KVBB und GZB diskutieren Zukunft der ambulanten Versorgung und Vergütungsproblematik in Brandenburg an der Havel

Vertreter der Kassenärztlichen Vereinigung Brandenburg und des Gesundheitszentrums diskutierten über die Zukunft der ambulanten Versorgung und die aktuelle Vergütungsproblematik

Vertreterinnen der Kassenärztlichen Vereinigung Brandenburg (KVBB) haben kürzlich das Gesundheitszentrum Brandenburg an der Havel (GZB) besucht. Unter dem Titel „KVBB-Vorstand meets GZB“ trafen sich die KVBB-Vorstandsvorsitzende Catrin Steiniger und Anke Speth, Präsidentin der Vertreterversammlung der KVBB, mit der GZB-Geschäftsführung Dr. med. Milena Schaeffer-Kurepkat und Felix Richter. Im Mittelpunkt des gut zweistündigen Austauschs stand die Zukunft der ambulanten Versorgung in der Stadt.

Wachsende Verantwortung und strukturelle Verankerung

Diskutiert wurde der stetig wachsende Versorgungsauftrag des GZB als Medizinisches Versorgungszentrum (MVZ). Seit 2013 hat sich die Zahl der Kassenarztsitze des Zentrums mehr als verdoppelt. Das GZB ist seit 2005 eine hundertprozentige Tochter des kommunalen Universitätsklinikums Brandenburg an der Havel und betreibt fünf MVZ an elf Standorten in Brandenburg an der Havel und Umgebung. Mit rund 40 KV-Sitzen, zwei D-Arzt-Zulassungen und 16 Fachrichtungen – von haus- und fachärztlichen Praxen bis zu diagnostischen Instituten für Laboratoriumsmedizin, Pathologie, Nuklearmedizin und Radiologie – ist das Zentrum eine zentrale Säule der regionalen Gesundheitsversorgung. Rund 270 Menschen sind dort beschäftigt, etwa 60 davon als Ärzte. Allein im Jahr 2025 zählte das Zentrum rund 291.000 Behandlungsfälle.

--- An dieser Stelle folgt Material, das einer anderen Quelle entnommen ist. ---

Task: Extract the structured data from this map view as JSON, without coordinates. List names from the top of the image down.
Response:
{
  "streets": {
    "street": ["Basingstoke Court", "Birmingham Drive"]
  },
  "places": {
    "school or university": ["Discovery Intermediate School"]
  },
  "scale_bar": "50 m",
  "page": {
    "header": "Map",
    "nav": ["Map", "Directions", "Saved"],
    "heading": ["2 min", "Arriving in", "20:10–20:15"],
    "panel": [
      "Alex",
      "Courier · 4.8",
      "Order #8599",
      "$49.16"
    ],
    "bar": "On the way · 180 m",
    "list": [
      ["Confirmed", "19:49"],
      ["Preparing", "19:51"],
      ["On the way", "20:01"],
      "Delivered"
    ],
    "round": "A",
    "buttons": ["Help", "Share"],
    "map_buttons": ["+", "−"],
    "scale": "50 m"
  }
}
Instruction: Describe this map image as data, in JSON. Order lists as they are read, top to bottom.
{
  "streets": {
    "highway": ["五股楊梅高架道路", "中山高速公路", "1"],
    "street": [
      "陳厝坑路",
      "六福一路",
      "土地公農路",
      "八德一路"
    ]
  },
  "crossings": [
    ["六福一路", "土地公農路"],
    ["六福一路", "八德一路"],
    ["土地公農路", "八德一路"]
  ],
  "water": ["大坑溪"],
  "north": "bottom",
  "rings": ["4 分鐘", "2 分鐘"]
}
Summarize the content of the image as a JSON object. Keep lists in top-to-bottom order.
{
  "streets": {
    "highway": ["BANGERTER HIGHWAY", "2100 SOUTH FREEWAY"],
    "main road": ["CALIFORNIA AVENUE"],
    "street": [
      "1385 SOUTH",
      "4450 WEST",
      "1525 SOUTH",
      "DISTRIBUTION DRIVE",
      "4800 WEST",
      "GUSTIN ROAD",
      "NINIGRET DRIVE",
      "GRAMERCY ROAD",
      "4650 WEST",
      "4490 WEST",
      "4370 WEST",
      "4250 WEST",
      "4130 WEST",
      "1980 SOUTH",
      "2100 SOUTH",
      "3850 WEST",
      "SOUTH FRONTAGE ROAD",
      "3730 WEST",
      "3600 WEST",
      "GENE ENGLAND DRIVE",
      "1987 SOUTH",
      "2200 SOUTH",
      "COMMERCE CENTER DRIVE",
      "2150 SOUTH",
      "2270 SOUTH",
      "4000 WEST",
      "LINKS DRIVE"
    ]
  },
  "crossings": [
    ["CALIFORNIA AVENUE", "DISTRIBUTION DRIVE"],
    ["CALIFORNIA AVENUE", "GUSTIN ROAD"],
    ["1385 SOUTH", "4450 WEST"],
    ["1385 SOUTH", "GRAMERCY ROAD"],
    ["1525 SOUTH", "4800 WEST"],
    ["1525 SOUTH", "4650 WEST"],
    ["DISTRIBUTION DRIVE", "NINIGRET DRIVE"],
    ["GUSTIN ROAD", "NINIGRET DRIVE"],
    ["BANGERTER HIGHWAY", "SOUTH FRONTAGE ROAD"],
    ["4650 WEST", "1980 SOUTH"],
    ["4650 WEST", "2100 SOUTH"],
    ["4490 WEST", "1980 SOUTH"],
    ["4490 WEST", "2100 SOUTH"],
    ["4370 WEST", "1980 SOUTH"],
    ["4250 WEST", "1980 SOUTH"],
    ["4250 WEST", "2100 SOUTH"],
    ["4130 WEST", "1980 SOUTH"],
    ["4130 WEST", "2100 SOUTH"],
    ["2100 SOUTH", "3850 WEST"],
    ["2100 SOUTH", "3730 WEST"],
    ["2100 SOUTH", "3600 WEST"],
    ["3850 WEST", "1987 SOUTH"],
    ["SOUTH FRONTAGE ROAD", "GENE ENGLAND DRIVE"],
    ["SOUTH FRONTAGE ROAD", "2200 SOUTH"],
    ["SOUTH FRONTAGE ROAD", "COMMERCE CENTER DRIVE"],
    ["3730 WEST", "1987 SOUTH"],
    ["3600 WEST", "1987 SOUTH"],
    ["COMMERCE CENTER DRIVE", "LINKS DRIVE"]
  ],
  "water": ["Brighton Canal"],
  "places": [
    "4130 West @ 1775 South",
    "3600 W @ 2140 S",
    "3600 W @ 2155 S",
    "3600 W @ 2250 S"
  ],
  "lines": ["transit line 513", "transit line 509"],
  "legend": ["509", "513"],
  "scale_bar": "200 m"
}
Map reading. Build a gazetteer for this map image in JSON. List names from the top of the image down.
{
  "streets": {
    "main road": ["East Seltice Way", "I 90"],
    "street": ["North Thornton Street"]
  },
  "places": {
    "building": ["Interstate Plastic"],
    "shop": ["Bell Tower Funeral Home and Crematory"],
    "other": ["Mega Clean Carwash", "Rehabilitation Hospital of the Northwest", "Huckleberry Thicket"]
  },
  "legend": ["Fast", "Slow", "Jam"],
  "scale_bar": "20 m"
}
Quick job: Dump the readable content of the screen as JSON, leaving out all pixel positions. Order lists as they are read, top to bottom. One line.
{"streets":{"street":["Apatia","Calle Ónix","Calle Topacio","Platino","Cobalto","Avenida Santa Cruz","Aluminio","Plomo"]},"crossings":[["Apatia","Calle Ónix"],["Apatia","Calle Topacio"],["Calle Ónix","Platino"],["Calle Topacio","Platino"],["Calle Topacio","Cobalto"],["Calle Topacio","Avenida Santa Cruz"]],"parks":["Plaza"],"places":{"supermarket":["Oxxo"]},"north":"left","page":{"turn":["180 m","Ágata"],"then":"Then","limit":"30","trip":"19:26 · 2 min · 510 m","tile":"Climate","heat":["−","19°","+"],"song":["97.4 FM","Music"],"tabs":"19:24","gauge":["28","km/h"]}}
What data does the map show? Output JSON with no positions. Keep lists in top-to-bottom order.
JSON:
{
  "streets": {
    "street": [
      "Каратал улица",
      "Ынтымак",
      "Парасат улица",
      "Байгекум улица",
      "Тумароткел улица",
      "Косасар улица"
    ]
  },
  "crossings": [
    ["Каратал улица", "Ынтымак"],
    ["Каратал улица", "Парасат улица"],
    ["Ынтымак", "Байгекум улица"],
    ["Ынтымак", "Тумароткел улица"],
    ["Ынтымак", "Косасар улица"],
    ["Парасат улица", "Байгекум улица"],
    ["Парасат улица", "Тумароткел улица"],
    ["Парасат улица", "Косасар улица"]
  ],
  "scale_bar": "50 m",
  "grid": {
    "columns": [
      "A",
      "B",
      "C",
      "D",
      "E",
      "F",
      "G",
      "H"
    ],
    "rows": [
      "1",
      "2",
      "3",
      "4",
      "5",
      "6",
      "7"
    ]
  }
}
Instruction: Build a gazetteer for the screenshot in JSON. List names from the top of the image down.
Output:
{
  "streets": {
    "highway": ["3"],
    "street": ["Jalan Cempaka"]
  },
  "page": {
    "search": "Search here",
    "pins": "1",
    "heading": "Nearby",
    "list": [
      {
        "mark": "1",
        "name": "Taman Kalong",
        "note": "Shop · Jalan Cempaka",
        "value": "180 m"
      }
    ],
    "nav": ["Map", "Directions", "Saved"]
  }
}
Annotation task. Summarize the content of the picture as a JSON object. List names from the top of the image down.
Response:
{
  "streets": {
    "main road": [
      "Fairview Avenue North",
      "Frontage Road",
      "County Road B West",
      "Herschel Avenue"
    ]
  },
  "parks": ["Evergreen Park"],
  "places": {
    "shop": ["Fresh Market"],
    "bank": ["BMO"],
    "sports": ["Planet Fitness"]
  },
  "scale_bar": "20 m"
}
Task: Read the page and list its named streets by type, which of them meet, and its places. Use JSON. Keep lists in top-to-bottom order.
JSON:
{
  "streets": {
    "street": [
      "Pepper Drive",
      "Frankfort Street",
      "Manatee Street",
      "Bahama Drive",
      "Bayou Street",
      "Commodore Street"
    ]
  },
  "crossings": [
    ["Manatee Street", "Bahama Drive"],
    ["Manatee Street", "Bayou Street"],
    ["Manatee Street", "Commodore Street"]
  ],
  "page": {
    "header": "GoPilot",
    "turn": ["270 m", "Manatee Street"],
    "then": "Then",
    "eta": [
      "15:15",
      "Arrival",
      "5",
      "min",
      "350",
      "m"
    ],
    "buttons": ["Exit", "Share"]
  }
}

Ein zentrales Thema des Gesprächs war die aus Sicht des GZB unzureichende Vergütung ärztlicher und diagnostischer Leistungen. Laut Angaben des GZB blieben im Jahr 2025 rund 1,08 Millionen Euro unbezahlt. Mit Blick auf das geplante GKV-Beitragsstabilisierungsgesetz, das erst am 10. Juli 2026 vom Bundestag beschlossen wurde, dürfte sich die Lage nach Einschätzung des Zentrums weiter zuspitzen. Felix Richter führte aus, dass die aktuelle Vergütungssystematik mit dem tatsächlichen Versorgungsauftrag nicht mehr Schritt halte. Als MVZ-Träger, der sowohl ambulante als auch stationäre Leistungen erbringt, ist das GZB von den Änderungen im Vergütungsrecht besonders betroffen.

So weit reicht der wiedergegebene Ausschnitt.